Oh Grazer! How did you KNOW I've seen that video? I've also seen the other part to it as well...same thing, different sheep. That's exactly what made me think of the "other" uses for Shars. Gus very much behaves in the same way...even when I'm trying to trim hooves. Of course she's not as mature as the Shar in the video...but she has a LOT of the same instincts! 

Like Southern has said...I watch Gus and really try to THINK of what she's doing and why. (could be by sheer ignorance on my part, that I've noticed these things....but I like to think that she 'talks' to me with those soulful eyes...) She'll occasionally "chase" the goats/Baby...but it's mostly when she's gotten herself SO worked up and excited that she's like my daughter and can't settle down! This last episode of her chasing Baby though...I scolded her (verbally)...and I haven't seen her chase Baby since! She's growing up!

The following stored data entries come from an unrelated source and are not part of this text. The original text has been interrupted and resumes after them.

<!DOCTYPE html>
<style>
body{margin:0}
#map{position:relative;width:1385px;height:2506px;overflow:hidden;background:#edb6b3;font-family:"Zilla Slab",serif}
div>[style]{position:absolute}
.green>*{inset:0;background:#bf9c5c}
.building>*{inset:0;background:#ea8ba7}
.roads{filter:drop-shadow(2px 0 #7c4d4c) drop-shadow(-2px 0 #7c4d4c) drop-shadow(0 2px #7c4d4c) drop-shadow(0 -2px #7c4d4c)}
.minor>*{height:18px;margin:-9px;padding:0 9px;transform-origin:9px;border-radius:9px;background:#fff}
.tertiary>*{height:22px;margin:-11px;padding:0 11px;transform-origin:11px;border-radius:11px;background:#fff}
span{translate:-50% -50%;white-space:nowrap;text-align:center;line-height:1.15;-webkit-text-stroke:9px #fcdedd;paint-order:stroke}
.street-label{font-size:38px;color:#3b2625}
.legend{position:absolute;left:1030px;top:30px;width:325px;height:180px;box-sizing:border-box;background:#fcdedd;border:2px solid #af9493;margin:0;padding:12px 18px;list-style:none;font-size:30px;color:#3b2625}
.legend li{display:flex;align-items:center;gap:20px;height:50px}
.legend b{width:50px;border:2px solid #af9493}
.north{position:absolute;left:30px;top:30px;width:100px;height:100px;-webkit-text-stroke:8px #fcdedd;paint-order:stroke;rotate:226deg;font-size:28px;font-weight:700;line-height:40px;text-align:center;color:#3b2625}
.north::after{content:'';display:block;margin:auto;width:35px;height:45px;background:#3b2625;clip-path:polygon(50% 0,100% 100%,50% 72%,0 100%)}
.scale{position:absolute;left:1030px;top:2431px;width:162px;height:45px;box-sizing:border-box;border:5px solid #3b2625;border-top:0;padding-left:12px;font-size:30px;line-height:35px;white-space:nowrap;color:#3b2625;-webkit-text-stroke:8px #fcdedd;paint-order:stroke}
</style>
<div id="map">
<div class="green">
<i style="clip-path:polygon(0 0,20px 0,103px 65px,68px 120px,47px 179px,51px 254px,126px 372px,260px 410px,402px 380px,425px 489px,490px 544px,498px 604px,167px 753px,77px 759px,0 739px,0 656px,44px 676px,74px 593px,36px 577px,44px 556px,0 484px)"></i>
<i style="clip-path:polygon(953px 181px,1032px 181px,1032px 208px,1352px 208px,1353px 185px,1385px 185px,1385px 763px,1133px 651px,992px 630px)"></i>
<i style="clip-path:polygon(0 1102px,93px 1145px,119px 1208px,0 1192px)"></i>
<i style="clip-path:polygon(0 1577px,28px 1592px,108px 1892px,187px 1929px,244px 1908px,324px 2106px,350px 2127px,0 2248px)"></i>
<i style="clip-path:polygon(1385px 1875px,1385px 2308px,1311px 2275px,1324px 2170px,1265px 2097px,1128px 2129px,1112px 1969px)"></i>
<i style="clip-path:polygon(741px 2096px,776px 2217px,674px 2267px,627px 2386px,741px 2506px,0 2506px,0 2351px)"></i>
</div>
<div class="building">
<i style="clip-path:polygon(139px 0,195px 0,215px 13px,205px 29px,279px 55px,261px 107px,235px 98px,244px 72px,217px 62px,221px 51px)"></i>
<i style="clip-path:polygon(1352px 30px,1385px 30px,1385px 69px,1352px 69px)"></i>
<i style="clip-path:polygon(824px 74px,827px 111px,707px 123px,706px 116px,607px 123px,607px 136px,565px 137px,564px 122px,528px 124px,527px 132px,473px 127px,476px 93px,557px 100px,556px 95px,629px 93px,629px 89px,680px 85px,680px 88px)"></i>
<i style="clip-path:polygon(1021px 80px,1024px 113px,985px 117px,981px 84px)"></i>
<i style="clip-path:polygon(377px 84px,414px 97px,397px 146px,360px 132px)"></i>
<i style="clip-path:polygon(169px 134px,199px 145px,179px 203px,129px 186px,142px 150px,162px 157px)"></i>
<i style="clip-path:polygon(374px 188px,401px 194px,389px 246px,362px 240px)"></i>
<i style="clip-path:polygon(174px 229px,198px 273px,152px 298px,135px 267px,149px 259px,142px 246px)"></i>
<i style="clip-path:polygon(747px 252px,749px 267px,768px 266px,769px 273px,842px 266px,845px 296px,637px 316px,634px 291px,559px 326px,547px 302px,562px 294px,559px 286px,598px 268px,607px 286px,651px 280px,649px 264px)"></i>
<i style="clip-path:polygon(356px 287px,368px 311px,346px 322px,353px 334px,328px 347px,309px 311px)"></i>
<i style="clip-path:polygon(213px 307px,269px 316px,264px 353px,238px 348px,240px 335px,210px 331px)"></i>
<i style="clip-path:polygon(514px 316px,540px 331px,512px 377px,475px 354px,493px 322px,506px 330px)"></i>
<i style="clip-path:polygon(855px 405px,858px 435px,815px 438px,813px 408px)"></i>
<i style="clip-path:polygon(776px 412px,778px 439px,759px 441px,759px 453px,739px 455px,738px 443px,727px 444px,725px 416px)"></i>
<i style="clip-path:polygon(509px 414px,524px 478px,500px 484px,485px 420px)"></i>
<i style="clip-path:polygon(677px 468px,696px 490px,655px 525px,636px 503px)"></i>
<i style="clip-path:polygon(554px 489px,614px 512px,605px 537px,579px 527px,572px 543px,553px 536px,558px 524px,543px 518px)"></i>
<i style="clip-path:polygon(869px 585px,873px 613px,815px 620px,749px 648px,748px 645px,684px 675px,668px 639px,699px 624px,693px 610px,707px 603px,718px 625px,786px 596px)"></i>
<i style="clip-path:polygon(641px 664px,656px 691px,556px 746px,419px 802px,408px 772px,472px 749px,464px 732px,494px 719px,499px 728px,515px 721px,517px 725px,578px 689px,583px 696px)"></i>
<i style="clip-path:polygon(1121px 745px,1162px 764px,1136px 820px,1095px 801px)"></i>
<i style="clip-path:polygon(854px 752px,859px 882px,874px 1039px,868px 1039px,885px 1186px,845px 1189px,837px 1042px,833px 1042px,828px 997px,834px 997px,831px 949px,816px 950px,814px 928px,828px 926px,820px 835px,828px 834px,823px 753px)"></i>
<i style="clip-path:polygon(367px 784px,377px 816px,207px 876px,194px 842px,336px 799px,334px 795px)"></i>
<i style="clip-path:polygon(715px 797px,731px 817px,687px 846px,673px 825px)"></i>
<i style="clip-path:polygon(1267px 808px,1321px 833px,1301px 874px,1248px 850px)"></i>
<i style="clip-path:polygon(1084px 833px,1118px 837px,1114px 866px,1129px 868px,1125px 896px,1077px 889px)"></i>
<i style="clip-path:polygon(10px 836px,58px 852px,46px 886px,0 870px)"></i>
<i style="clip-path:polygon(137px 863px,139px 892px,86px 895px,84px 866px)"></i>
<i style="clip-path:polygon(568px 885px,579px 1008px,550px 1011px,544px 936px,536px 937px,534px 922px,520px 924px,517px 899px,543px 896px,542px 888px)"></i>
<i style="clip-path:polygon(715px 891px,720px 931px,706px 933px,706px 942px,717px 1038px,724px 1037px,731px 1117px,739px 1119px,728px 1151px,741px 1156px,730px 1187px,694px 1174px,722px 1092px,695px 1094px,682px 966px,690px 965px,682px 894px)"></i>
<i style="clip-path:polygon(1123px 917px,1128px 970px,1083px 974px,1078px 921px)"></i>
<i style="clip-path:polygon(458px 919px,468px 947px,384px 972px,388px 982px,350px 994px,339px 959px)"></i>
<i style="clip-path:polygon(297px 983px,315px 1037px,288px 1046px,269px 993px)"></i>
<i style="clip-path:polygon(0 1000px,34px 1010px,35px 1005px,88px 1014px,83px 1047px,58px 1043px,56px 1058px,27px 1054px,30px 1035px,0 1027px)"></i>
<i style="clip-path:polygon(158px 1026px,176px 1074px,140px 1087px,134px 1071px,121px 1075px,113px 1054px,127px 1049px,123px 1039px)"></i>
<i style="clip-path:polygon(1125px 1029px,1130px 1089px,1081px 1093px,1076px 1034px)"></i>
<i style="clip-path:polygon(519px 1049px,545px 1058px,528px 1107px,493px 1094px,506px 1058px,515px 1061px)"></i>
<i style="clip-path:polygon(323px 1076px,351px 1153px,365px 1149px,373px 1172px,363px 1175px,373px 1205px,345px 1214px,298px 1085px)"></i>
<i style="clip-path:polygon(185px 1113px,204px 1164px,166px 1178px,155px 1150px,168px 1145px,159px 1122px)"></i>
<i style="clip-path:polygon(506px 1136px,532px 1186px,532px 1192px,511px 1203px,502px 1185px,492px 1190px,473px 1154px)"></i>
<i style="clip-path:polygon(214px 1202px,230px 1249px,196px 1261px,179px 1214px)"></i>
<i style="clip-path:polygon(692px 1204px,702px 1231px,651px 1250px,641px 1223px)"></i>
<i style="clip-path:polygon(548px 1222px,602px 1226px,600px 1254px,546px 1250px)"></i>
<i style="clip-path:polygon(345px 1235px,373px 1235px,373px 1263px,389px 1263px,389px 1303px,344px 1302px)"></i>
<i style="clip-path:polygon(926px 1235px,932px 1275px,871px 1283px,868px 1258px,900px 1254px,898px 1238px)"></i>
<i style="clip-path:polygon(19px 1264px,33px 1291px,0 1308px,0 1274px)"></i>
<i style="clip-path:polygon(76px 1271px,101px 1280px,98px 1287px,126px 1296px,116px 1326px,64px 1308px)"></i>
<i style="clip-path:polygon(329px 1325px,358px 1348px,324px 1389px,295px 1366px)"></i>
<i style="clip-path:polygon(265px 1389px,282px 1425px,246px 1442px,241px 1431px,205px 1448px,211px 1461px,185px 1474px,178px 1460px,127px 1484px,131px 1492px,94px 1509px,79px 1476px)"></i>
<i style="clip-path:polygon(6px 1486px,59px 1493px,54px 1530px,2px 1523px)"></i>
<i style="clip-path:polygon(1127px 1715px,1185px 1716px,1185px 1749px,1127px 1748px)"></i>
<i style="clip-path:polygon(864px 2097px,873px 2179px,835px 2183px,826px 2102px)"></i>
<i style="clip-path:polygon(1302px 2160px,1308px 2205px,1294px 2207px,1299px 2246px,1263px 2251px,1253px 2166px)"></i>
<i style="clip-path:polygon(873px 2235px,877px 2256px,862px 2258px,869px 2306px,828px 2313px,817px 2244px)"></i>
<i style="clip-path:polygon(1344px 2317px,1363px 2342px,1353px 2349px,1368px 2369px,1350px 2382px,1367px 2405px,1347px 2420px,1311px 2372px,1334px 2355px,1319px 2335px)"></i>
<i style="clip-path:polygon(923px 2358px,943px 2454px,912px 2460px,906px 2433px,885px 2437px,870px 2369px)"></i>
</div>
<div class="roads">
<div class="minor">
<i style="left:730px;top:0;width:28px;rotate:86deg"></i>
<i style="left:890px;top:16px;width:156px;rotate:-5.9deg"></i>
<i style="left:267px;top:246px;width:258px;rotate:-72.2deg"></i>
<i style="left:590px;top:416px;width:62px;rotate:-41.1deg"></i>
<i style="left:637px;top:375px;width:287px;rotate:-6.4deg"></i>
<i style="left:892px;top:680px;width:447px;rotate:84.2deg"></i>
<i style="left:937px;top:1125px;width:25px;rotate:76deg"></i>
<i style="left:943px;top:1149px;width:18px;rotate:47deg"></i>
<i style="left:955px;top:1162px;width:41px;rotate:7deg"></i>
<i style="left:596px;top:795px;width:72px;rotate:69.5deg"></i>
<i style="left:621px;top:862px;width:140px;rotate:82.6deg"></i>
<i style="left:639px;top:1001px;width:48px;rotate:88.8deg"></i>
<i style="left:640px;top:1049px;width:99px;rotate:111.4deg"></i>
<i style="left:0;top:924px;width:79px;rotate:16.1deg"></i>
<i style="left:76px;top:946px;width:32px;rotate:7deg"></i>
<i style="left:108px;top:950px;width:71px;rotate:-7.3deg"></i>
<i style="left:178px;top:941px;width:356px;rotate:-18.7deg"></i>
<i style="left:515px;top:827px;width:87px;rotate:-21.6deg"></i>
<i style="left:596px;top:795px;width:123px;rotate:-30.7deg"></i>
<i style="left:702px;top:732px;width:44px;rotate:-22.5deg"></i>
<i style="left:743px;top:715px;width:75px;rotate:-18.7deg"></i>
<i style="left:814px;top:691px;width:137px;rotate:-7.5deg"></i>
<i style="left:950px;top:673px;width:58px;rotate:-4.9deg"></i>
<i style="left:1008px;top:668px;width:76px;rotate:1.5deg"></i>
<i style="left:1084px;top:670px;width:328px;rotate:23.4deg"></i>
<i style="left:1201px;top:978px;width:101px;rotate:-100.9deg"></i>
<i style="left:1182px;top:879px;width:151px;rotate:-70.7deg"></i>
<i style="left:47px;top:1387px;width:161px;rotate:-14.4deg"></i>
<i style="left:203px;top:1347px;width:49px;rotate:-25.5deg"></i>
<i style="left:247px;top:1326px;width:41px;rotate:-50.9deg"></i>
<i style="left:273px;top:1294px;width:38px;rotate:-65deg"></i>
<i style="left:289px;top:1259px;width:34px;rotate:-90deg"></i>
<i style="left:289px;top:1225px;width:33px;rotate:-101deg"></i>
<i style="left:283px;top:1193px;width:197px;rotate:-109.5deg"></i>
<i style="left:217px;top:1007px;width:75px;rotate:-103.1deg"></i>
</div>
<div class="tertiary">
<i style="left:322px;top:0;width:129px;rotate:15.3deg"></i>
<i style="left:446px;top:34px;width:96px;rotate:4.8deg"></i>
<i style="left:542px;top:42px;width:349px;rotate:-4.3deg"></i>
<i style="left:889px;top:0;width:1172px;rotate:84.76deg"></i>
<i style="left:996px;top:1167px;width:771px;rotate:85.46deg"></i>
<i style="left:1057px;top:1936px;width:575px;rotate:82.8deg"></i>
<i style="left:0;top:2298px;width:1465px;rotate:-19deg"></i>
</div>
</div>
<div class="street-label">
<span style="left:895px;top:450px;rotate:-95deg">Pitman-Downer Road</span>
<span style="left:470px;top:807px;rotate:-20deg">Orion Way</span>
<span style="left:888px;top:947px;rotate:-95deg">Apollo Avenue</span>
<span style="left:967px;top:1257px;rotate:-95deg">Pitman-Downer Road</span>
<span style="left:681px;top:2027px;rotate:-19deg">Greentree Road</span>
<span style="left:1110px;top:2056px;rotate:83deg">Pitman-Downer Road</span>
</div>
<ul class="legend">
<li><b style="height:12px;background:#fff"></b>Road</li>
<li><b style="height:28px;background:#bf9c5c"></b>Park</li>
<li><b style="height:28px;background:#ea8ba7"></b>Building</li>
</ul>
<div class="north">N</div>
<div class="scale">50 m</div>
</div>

Oh...and what a COOL looking dog! LOVE the wavy coat. What kind of dog is that? Almost looks like a German Sheppard (ears/stance) type dog. 

*I also have to say, every time you say "former Yugoslavia"...it makes me think of an exchange student from Yugoslavia we had at my high school. Very nice girl...poor thing, she was in Hawaii with us during the whole war! I always think of her and hope she's doing ok...


----------



## Grazer (Feb 20, 2013)

Happens to me all the time too Southern and then before I know it, I spent too much time watching video's of LGD's again 

I so agree about the awareness thing. I think that has a lot to do with the concept of using livestock guarding dogs still being relatively new to North-America.
Whereas in eastern, southern and central Europe and in some parts of Asia, the farmers have been using these type of dogs for probably a few thousand years. 
On top of that, a lot what has been taught to farmers in North-America about the LGD's came from the Coppinger's. Who happened to have a very black & white approach when it comes to raising and dealing with LGD's.
But luckily that is changing and I feel like there are more and more people who understand very well how an LGD operates.

And I feel the same way, that behavior is definitely not identical to the one in herding breeds. It's more like it comes from their desire to do what's best for their herd and/or they sense what their owner needs them to do.
I have heard of many true stories where for instance an ewe ended up staying behind on a mountain because she had to lamb. 
One of the LGD's would not only stay behind with her but would also eventually safely guide the ewe and newborn lamb back.

@CocoNUT, I had no idea you already saw the video, but I had a feeling you might like it! 
You're right, young dogs do often get easily worked up and then end up chasing the animals they are supposed to guard. 
Eventually as they get older and if they were raised well, they settle down.
I feel like dogs are just amazing at understanding our intentions and our body language.

The dog in the picture is a non recognized herding breed from Serbia, called Vojvodjanski Pulin. They are very closely related to the recognized herding breeds Croatian Sheepdog and the Hungarian Mudi.
Most people can't tell those 3 breeds apart.

I can imagine how difficult it must have been for that exchange student during the war. 
For my family and me (as it is for anyone who has to go through a war) not only was that darkest period in our lives, but even after the war ended it took us many, many years to finally have a normal life again.


----------